Input data Start Marker
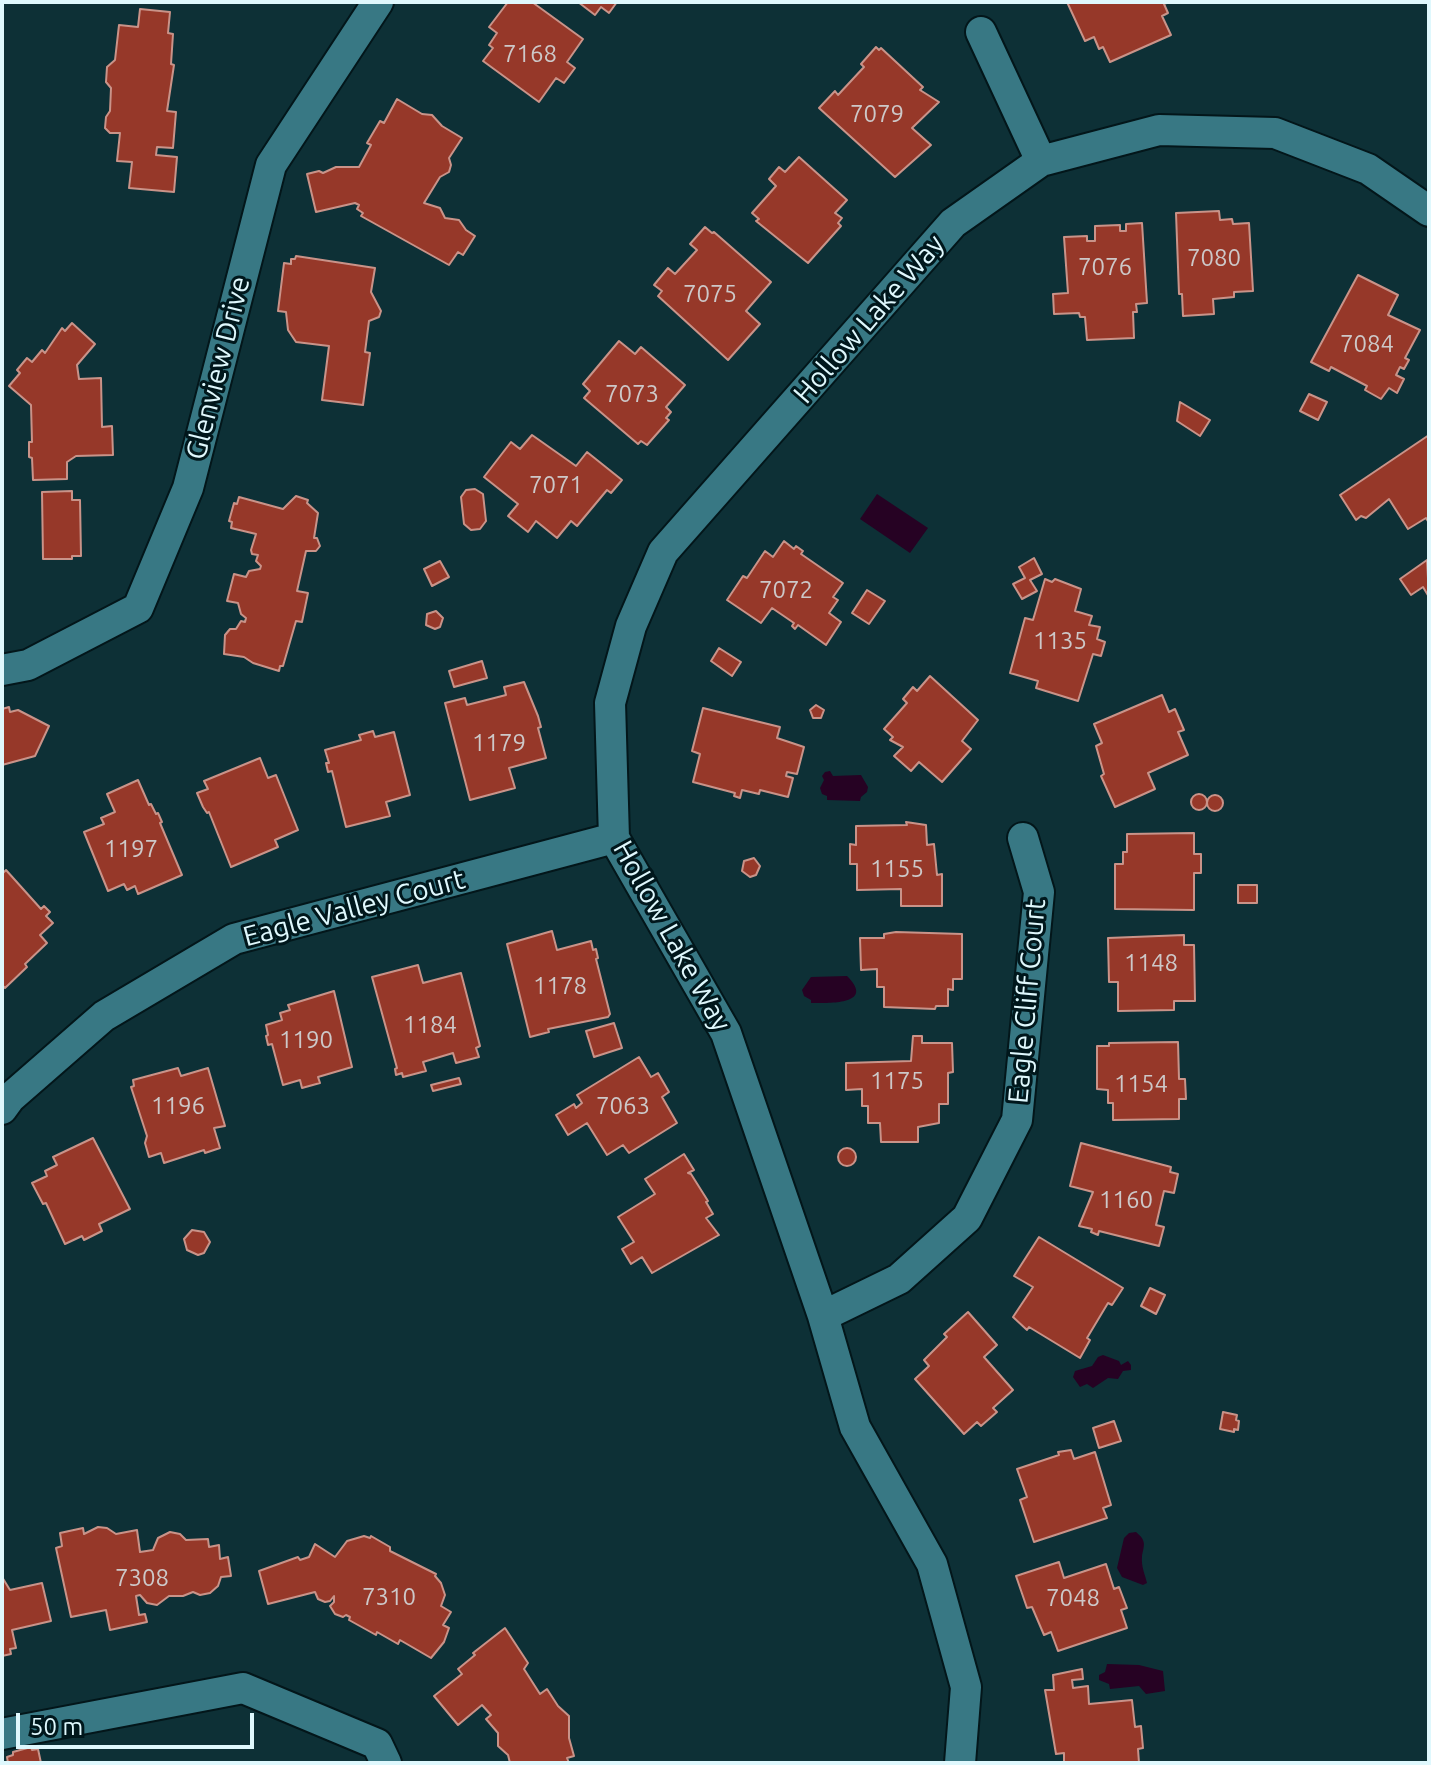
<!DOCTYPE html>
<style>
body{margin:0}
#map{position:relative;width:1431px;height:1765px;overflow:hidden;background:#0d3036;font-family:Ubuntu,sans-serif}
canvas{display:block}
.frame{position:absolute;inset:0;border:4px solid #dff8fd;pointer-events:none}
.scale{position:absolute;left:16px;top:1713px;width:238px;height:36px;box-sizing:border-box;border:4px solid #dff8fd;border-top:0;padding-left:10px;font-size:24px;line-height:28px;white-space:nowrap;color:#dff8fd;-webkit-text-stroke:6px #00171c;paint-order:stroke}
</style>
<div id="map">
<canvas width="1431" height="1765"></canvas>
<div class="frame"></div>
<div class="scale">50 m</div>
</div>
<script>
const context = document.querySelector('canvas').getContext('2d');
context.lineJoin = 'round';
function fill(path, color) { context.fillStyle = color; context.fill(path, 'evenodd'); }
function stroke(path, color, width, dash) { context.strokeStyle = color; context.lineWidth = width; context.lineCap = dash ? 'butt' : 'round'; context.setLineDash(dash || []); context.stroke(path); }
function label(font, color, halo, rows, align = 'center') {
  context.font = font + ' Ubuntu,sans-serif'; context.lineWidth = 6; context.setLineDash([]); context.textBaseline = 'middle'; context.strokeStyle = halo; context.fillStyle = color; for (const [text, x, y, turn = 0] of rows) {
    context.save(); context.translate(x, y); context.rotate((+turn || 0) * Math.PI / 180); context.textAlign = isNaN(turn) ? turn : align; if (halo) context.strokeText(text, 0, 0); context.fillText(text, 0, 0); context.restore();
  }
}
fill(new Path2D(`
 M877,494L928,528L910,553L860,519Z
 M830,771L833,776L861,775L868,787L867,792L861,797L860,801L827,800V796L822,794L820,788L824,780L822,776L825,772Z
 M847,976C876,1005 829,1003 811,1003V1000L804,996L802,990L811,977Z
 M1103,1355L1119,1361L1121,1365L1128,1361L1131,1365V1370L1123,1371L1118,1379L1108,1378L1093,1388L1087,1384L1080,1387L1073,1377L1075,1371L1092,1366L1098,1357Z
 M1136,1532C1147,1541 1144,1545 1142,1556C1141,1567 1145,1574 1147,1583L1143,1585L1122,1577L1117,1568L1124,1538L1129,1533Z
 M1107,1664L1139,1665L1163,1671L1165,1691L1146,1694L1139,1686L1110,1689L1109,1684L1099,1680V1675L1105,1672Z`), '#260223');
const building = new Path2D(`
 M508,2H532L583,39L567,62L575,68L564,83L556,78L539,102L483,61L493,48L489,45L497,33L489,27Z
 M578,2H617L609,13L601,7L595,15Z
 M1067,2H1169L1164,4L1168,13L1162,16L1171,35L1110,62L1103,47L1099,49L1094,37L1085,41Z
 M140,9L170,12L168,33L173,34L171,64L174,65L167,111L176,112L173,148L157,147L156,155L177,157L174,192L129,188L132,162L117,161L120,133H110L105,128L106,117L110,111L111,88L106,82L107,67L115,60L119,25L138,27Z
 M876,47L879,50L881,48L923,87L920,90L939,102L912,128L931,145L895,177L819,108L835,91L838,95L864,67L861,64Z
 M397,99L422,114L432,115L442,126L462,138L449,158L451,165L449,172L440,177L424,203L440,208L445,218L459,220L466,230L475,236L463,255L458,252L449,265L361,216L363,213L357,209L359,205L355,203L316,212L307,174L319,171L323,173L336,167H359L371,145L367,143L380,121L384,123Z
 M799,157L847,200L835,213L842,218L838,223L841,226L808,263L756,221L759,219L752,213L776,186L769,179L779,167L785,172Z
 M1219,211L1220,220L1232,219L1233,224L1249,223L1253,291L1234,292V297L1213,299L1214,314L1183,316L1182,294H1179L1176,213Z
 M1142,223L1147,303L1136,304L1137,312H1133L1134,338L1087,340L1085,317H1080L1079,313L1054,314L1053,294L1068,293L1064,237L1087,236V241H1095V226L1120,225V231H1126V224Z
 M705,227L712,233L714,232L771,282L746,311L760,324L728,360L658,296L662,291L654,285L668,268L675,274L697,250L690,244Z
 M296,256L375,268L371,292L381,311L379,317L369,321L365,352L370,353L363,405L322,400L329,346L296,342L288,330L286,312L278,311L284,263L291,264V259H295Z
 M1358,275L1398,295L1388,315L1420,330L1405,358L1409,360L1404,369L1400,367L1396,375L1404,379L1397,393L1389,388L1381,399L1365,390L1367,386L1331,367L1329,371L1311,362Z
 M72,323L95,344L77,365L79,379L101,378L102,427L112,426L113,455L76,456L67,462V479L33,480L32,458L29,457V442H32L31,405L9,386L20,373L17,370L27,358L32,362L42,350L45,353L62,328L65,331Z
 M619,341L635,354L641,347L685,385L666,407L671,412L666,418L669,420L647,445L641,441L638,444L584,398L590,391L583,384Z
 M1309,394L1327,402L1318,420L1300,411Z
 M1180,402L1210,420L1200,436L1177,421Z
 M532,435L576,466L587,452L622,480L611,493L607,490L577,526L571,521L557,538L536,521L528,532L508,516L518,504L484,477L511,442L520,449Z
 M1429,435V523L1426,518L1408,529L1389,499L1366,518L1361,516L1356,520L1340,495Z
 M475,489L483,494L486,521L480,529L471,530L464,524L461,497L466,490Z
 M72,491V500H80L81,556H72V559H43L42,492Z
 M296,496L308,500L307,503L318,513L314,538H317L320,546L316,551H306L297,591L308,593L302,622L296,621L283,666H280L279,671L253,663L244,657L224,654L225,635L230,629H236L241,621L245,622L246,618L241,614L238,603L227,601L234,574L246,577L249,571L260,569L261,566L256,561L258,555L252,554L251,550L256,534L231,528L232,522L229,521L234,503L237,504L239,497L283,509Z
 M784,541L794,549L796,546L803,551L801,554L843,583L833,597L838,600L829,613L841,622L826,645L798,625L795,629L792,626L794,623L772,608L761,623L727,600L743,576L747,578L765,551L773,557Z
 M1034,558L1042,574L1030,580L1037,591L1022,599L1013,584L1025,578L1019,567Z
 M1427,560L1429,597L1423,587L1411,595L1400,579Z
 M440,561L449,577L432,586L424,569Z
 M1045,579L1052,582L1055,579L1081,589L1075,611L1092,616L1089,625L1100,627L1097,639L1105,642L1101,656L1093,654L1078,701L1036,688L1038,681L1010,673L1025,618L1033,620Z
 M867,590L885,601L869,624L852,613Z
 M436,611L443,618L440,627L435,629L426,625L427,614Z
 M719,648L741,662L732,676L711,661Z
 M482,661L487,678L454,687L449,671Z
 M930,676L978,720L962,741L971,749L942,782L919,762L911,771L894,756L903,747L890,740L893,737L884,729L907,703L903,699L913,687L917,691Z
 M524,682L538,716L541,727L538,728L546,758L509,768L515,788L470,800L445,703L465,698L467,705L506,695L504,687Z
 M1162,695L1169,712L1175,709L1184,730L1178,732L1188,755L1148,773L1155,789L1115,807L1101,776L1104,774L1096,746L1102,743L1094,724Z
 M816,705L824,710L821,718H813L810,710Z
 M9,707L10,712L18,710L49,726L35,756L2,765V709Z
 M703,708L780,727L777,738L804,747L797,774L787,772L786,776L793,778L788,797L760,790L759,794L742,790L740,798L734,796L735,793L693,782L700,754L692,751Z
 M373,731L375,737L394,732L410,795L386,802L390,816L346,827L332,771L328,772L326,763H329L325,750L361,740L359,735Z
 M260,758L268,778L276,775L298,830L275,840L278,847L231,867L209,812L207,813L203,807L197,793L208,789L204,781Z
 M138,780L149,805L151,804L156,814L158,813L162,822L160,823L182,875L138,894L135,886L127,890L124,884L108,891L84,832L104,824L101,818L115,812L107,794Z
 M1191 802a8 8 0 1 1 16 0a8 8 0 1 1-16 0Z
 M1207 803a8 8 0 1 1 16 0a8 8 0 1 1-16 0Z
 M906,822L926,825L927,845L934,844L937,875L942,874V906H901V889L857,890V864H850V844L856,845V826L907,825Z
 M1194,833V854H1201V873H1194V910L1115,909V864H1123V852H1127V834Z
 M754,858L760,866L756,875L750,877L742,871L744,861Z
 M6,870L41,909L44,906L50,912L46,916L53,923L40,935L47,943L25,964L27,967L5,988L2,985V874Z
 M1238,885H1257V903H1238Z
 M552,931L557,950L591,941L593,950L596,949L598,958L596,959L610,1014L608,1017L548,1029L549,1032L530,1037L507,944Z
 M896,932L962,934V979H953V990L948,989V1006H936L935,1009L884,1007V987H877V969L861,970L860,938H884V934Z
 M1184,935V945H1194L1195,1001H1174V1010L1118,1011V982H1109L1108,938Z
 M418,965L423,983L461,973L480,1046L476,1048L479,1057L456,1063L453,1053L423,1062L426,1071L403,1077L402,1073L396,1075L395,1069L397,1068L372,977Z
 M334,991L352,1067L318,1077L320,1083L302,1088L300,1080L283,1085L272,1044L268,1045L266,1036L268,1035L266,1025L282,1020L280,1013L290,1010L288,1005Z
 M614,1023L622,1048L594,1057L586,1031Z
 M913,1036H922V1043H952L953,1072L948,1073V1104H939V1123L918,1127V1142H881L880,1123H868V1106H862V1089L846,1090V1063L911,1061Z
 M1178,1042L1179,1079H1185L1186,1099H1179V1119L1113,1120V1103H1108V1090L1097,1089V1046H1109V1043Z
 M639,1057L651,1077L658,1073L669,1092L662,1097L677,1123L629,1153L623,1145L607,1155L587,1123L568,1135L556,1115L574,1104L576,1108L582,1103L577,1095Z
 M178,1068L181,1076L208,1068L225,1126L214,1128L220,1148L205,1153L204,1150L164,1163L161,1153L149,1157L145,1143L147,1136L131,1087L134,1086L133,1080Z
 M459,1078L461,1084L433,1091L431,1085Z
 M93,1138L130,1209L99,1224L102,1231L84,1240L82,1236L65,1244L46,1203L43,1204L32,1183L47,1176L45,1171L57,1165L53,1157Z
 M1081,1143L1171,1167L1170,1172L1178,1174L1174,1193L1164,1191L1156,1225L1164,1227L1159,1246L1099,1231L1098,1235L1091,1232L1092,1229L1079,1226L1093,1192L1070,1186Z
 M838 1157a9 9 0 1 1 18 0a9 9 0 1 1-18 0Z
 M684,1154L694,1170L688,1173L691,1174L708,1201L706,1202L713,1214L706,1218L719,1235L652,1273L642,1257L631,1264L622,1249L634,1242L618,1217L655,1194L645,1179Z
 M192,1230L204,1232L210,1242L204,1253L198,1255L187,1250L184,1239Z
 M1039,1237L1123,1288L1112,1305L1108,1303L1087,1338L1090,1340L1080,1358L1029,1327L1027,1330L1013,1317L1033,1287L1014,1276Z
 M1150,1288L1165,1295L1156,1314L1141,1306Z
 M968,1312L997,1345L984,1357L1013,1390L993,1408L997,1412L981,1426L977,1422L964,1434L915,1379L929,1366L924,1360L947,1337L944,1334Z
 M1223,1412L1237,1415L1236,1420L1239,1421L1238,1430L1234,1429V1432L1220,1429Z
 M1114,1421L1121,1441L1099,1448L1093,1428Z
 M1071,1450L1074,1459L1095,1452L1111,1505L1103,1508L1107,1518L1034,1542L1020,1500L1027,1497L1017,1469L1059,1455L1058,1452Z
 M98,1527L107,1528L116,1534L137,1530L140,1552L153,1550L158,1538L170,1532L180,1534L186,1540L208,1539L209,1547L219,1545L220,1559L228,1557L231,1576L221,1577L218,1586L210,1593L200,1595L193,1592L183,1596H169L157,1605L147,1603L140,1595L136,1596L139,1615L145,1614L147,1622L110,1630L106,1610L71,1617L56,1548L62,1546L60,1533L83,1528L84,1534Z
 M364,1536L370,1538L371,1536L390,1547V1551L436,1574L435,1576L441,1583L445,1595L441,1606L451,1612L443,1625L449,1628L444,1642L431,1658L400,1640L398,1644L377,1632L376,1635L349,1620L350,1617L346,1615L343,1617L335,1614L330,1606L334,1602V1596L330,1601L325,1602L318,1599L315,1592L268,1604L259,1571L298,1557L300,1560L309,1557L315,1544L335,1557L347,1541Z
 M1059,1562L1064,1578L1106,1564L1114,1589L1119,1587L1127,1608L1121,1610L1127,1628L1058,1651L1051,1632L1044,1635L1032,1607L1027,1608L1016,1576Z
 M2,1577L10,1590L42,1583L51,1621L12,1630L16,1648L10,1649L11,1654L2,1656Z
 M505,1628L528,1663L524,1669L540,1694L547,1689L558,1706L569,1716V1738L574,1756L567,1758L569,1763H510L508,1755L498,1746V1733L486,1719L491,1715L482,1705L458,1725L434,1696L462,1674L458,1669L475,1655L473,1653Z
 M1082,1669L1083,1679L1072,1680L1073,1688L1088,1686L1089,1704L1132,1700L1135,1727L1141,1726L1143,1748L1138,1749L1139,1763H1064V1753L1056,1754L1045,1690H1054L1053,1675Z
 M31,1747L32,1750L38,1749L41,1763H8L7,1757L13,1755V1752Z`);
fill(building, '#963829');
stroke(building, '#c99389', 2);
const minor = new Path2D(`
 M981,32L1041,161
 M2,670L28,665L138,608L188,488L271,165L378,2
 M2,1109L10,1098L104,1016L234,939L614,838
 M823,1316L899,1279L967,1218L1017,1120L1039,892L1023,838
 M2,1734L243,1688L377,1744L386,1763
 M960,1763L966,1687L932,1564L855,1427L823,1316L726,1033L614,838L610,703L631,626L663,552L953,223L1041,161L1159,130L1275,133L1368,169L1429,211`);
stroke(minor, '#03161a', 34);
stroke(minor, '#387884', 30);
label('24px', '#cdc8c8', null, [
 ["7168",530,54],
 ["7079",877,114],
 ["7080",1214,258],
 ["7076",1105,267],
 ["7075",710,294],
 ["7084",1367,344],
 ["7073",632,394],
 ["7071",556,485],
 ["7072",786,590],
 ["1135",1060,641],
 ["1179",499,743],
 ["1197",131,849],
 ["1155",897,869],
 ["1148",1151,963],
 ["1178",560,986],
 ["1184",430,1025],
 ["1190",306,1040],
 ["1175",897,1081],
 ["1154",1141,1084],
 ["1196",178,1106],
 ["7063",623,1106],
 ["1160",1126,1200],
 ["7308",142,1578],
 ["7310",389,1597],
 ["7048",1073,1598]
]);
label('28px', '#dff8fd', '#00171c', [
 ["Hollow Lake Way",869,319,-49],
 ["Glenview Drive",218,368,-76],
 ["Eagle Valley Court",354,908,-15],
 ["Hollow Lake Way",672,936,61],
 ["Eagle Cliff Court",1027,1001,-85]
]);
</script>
Input data End Marker
Problem details
The required answer is an exact, picture-free copy of the lines from the opening of the listing above through the line with "function label(font, color, halo, rows, align".

Written solution
<!DOCTYPE html>
<style>
body{margin:0}
#map{position:relative;width:1431px;height:1765px;overflow:hidden;background:#0d3036;font-family:Ubuntu,sans-serif}
canvas{display:block}
.frame{position:absolute;inset:0;border:4px solid #dff8fd;pointer-events:none}
.scale{position:absolute;left:16px;top:1713px;width:238px;height:36px;box-sizing:border-box;border:4px solid #dff8fd;border-top:0;padding-left:10px;font-size:24px;line-height:28px;white-space:nowrap;color:#dff8fd;-webkit-text-stroke:6px #00171c;paint-order:stroke}
</style>
<div id="map">
<canvas width="1431" height="1765"></canvas>
<div class="frame"></div>
<div class="scale">50 m</div>
</div>
<script>
const context = document.querySelector('canvas').getContext('2d');
context.lineJoin = 'round';
function fill(path, color) { context.fillStyle = color; context.fill(path, 'evenodd'); }
function stroke(path, color, width, dash) { context.strokeStyle = color; context.lineWidth = width; context.lineCap = dash ? 'butt' : 'round'; context.setLineDash(dash || []); context.stroke(path); }
function label(font, color, halo, rows, align = 'center') {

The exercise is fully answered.